Fortunately, the History Channel was off da hook last night. (It's a hip phrase the kids are using. Don't concern yourself with it.) First, they had a UFO special on that I hadn't seen before. Then came Lost Worlds: Secret Cities of the A Bomb. Am I the only person who saw this? It was fascinating. And some of those Calutron Girls were pretty cute!
The past few days have been filled with little friendly reminders that I am still single. Post-it notes, if you will, that say things such as "Still a bachelor," "You need a woman", and "You're 33, get married already." It began Thursday when I went to the mall to look for a new shirt, tie, and maybe pants to wear to my last remaining single cousin's wedding on Saturday.
As stated previously, I prefer to have a female with me on shopping excursions. When I do have to go alone, I like to find an attractive sales associate in the store to help me. Well, this wasn't happening at either store I ventured into Thursday night.
After looking around for half an hour and getting no help in the first store, I walked down to store B. One lady attempted to help me there.
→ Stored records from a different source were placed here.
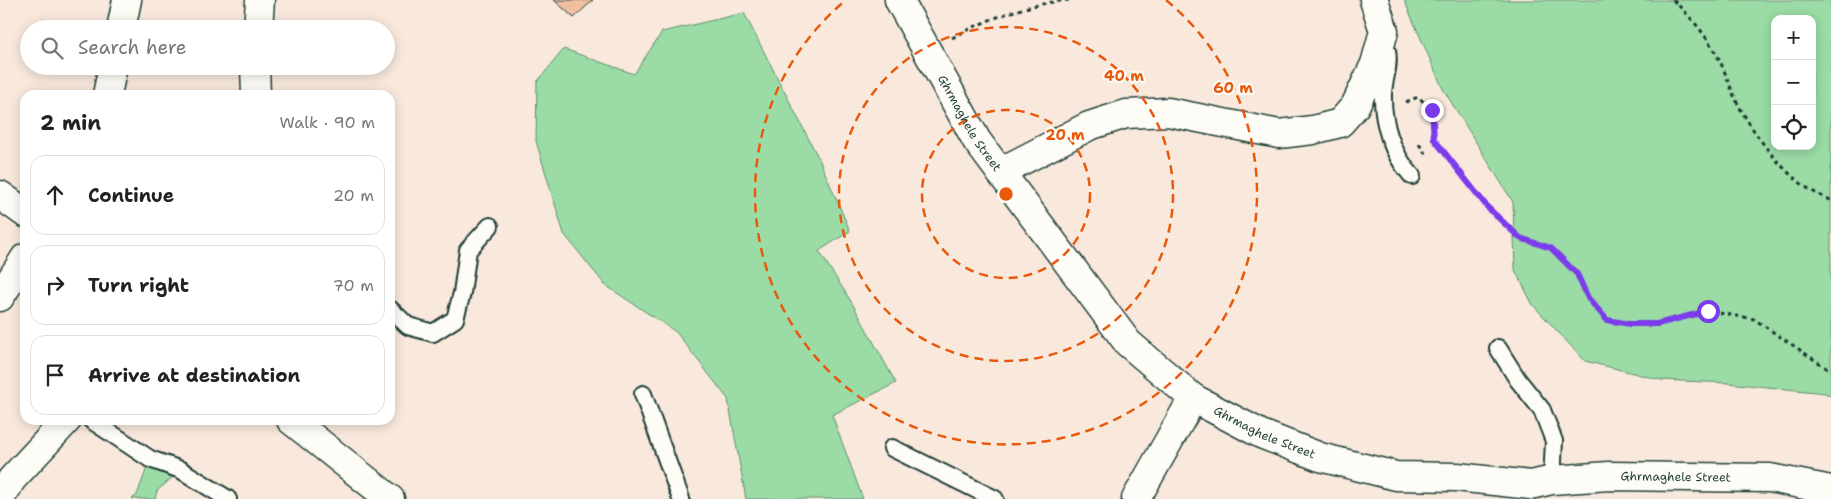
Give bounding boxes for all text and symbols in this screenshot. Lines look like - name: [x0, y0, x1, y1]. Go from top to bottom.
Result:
- map controls: [1771, 15, 1816, 150]
- button: +: [1771, 15, 1816, 60]
- search box: [20, 20, 395, 75]
- icon: search: [38, 34, 66, 62]
- text: Search here: [78, 35, 187, 60]
- button: −: [1771, 60, 1816, 105]
- text: 40 m: [1104, 66, 1144, 86]
- street label: Ghrmaghele Street: [934, 72, 1005, 175]
- text: 60 m: [1213, 78, 1253, 98]
- route end: [1421, 99, 1444, 122]
- button: locate: [1771, 105, 1816, 150]
- text: 2 min: [40, 109, 101, 137]
- text: Walk · 90 m: [280, 112, 375, 133]
- text: 20 m: [1045, 125, 1085, 145]
- icon: ahead: [41, 181, 69, 209]
- text: Continue: [88, 183, 174, 208]
- text: 20 m: [333, 185, 374, 206]
- centre of rings: [997, 185, 1015, 203]
- icon: right: [41, 271, 69, 299]
- text: Turn right: [88, 273, 189, 298]
- text: 70 m: [333, 275, 374, 296]
- route start: [1697, 300, 1720, 323]
- icon: arrive: [41, 361, 69, 389]
- text: Arrive at destination: [88, 363, 300, 388]
- street label: Ghrmaghele Street: [1211, 402, 1318, 462]
- street label: Ghrmaghele Street: [1620, 468, 1731, 486]

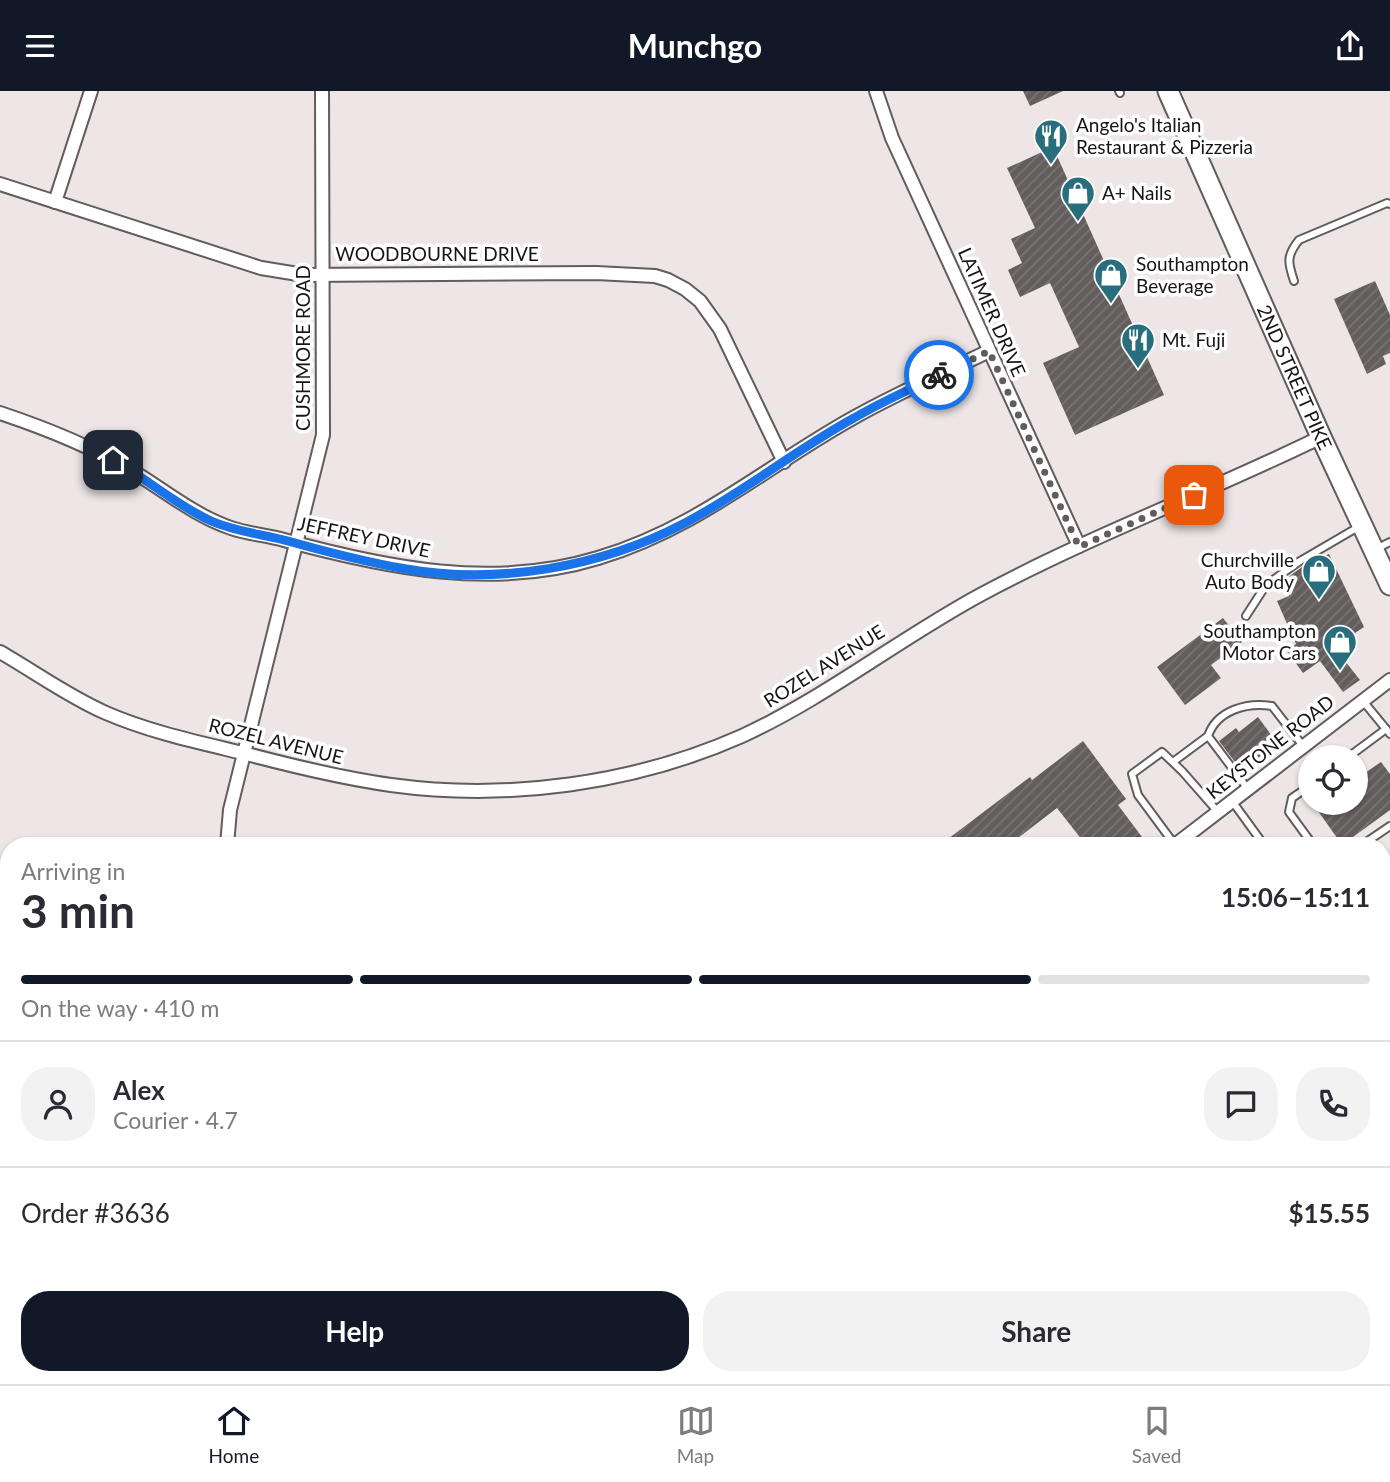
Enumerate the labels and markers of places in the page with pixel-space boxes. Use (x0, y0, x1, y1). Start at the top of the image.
place label: Angelo's Italian Restaurant & Pizzeria (1076, 113, 1253, 158)
restaurant icon: Angelo's Italian Restaurant & Pizzeria (1032, 117, 1070, 166)
shop icon: A+ Nails (1059, 174, 1097, 223)
place label: A+ Nails (1102, 181, 1172, 204)
place label: Southampton Beverage (1136, 252, 1249, 297)
shop icon: Southampton Beverage (1092, 256, 1130, 305)
restaurant icon: Mt. Fuji (1119, 321, 1157, 370)
place label: Mt. Fuji (1162, 328, 1225, 351)
pin (83, 430, 143, 490)
pin (1164, 465, 1224, 525)
place label: Churchville Auto Body (1201, 548, 1294, 593)
shop icon: Churchville Auto Body (1300, 552, 1338, 601)
place label: Southampton Motor Cars (1203, 619, 1316, 664)
shop icon: Southampton Motor Cars (1321, 623, 1359, 672)

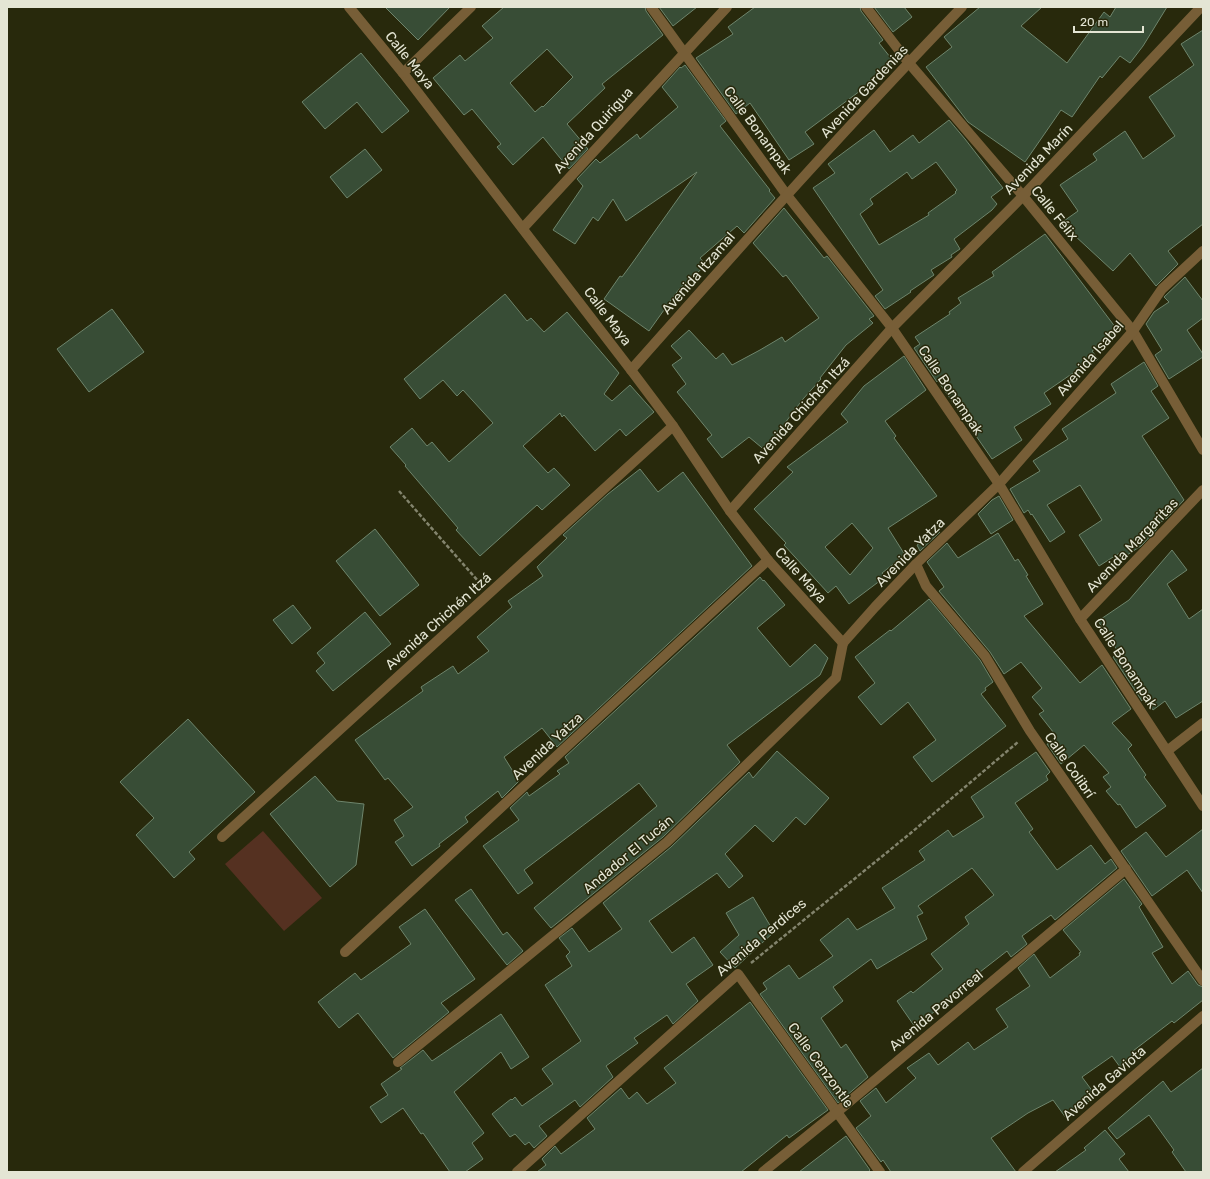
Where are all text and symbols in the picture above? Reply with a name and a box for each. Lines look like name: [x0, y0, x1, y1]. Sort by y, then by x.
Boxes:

But after an hour of her trying to help, I wound up picking out a shirt and tie on my own while she was taking care of some other customers.
Reminder number two was Friday when I drove to Atlanta. By myself. Stayed in a spacious hotel room with two beds and a balcony. By myself. Ordered room service for breakfast. By myself. (From the price of my omelet and orange juice, I have deduced that eggs must be very rare in Atlanta.)
The wedding Saturday went off without a hitch. Actually, I guess that isn't entirely true, since the entire point of the wedding is to get hitched. So there was one intentional hitch, at the end.
As it stands now, I am the last remaining single cousin. At least over the age of 20 or 21. It's actually not that bad. I think of it kinda like a great quarterback who hasn't won the big one. The best golfer never to win a major. Basically, I'm to relationships what Colin Montgomerie is to golf. We've both gotten close. Just haven't closed the deal yet.
Driving home Saturday, I was making excellent time. That is, until the interstate was closed because of a wreck north of Birmingham. So I and every other northbound driver were routed off onto a two-lane road.
One might think driving thru the Alabama countryside for ten or twelve miles at an average speed of six miles per hour would be a pleasant experience. Yeah, not so much. What normally would be a three hour drive ended up taking six.
Oh sure, there were highlights. Like the college kids two cars ahead of me continuously getting out of their car and running up to the vehicle ahead of them, dribbling a basketball out the window, etc. There were the fields and woodlands and little country homes, one of which had a Confederate flag flying in the front yard.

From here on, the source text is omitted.